• WHAT IS NEEDED: Copy every line from the records below that carries the word "column".

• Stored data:
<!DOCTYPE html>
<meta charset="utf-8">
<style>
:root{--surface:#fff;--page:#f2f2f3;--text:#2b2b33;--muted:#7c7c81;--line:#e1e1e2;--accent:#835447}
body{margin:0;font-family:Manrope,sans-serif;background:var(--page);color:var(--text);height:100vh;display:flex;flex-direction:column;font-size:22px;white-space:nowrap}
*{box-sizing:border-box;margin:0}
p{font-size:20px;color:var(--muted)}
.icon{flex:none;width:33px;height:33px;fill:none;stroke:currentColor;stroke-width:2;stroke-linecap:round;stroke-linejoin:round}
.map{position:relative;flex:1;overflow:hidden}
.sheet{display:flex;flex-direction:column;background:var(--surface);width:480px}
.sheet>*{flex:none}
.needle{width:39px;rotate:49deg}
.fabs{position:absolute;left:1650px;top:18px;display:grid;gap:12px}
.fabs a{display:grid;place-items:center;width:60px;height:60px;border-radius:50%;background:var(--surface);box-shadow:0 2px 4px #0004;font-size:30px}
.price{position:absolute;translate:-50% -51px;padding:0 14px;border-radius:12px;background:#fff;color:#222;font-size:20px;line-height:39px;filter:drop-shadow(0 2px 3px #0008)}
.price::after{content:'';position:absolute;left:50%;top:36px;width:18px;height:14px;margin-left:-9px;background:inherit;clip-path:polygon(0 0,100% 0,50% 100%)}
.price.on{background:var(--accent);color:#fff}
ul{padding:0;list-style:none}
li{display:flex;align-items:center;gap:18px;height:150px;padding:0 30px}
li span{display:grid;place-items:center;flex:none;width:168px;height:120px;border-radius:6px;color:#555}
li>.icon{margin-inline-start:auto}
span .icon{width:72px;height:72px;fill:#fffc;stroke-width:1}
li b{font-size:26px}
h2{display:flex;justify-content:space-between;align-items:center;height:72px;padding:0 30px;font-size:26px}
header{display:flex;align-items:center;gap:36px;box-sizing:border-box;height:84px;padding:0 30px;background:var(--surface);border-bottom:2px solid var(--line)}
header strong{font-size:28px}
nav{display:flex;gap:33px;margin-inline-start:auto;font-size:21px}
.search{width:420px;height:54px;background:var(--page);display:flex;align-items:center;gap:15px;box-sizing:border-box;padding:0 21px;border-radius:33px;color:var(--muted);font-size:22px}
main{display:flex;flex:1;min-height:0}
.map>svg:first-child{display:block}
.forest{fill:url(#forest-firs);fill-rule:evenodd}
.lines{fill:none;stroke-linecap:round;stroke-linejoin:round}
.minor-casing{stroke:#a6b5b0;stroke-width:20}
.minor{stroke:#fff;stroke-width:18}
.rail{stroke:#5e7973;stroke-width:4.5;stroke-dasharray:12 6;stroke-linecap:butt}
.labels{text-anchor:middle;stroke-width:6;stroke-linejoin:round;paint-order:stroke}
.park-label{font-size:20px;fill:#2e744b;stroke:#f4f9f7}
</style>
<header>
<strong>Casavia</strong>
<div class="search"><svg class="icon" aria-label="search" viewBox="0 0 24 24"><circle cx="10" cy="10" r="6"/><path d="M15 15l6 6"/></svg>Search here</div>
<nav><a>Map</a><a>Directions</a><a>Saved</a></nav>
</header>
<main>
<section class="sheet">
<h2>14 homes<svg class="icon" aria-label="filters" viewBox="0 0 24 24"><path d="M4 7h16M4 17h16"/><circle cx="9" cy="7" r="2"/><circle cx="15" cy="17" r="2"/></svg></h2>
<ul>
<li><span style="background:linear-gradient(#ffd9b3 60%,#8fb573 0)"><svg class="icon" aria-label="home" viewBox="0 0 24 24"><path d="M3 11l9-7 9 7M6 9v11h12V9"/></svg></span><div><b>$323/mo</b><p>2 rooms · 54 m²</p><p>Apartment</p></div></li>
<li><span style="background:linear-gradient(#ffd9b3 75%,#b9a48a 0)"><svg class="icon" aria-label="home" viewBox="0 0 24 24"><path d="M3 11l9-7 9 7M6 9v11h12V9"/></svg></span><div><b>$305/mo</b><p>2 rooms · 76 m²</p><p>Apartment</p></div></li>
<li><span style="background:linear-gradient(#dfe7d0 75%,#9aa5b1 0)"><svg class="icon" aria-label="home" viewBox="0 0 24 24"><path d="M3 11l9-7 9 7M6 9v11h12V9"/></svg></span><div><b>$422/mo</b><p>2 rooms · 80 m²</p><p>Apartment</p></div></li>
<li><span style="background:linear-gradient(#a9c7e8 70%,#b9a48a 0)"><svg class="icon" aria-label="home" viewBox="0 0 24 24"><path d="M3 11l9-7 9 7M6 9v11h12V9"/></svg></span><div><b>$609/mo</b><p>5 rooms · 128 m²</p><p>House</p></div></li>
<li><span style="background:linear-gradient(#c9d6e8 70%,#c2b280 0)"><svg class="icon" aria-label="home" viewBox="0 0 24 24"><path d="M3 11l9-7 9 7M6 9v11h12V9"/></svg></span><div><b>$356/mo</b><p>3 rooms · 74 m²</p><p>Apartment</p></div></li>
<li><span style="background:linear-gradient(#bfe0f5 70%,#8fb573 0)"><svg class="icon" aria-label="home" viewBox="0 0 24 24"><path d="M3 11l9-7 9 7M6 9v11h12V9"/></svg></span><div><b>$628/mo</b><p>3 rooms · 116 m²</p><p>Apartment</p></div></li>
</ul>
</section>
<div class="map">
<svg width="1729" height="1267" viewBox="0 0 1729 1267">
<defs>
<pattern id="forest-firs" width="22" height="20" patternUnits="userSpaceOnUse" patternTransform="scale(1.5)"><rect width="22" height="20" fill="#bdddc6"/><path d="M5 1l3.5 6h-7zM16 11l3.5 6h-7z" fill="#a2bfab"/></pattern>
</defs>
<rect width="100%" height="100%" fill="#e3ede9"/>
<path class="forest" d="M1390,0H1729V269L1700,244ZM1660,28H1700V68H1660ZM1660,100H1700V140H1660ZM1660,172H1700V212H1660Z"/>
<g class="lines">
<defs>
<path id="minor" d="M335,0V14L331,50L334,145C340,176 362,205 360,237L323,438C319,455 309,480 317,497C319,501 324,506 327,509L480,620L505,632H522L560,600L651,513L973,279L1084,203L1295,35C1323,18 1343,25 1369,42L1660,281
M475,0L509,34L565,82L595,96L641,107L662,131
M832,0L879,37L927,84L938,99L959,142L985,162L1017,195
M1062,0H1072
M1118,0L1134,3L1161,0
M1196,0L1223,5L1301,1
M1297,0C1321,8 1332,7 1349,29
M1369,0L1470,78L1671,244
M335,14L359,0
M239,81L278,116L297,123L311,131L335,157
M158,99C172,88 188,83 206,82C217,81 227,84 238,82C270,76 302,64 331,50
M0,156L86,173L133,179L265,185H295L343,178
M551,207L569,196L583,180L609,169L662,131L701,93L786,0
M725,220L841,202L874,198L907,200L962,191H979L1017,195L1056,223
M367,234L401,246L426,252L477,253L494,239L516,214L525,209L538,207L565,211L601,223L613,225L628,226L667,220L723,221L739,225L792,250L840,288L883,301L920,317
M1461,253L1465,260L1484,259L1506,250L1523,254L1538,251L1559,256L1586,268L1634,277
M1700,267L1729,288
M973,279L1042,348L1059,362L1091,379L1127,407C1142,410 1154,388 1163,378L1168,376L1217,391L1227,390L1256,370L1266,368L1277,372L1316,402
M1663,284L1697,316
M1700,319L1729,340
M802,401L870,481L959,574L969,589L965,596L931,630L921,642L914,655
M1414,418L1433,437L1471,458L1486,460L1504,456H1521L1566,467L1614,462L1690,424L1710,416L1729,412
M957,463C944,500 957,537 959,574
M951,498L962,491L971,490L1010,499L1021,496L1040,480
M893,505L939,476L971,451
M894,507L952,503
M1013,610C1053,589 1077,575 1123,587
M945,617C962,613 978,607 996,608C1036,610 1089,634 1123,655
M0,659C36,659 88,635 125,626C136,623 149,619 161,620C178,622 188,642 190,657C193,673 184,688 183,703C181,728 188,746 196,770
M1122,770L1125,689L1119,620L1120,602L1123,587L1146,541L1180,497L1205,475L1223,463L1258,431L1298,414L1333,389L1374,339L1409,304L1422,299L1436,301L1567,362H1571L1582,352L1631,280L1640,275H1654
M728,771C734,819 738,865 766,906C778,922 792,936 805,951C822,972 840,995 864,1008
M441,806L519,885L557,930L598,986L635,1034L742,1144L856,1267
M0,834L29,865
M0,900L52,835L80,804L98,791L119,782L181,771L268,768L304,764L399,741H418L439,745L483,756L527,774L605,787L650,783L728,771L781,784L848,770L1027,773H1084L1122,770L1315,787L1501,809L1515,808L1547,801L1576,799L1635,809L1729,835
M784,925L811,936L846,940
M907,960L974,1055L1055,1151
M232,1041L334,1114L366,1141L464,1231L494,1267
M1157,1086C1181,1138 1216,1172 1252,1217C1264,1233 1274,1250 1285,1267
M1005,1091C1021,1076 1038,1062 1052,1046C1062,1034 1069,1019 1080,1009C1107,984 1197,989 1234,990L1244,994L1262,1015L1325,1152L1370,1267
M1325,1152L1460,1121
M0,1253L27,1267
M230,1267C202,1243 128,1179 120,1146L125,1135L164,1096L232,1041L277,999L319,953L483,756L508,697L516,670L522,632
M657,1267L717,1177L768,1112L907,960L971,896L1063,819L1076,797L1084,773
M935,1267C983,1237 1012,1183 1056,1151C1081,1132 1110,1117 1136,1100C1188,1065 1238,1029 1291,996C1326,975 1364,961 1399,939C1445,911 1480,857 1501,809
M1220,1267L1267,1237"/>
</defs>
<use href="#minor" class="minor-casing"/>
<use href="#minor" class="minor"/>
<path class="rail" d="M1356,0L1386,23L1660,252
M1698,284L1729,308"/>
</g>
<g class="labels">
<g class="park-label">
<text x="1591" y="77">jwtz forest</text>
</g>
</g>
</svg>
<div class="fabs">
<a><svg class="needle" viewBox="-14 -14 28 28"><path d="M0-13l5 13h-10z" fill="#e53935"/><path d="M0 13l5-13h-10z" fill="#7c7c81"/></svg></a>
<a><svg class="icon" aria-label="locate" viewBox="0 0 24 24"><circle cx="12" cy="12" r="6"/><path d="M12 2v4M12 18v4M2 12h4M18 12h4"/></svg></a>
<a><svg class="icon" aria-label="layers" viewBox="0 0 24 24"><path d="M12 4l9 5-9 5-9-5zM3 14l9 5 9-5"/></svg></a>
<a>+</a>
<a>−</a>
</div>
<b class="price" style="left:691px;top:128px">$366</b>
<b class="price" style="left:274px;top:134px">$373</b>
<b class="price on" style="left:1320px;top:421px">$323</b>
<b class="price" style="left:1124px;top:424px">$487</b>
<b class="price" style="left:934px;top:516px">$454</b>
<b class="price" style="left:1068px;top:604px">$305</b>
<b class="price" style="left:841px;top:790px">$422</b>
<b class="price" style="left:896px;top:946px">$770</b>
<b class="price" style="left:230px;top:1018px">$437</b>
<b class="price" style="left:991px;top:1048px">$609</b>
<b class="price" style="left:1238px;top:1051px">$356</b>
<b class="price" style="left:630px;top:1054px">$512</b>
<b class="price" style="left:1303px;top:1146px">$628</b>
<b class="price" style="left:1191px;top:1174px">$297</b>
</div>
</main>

• ANSWER AREA:
body{margin:0;font-family:Manrope,sans-serif;background:var(--page);color:var(--text);height:100vh;display:flex;flex-direction:column;font-size:22px;white-space:nowrap}
.sheet{display:flex;flex-direction:column;background:var(--surface);width:480px}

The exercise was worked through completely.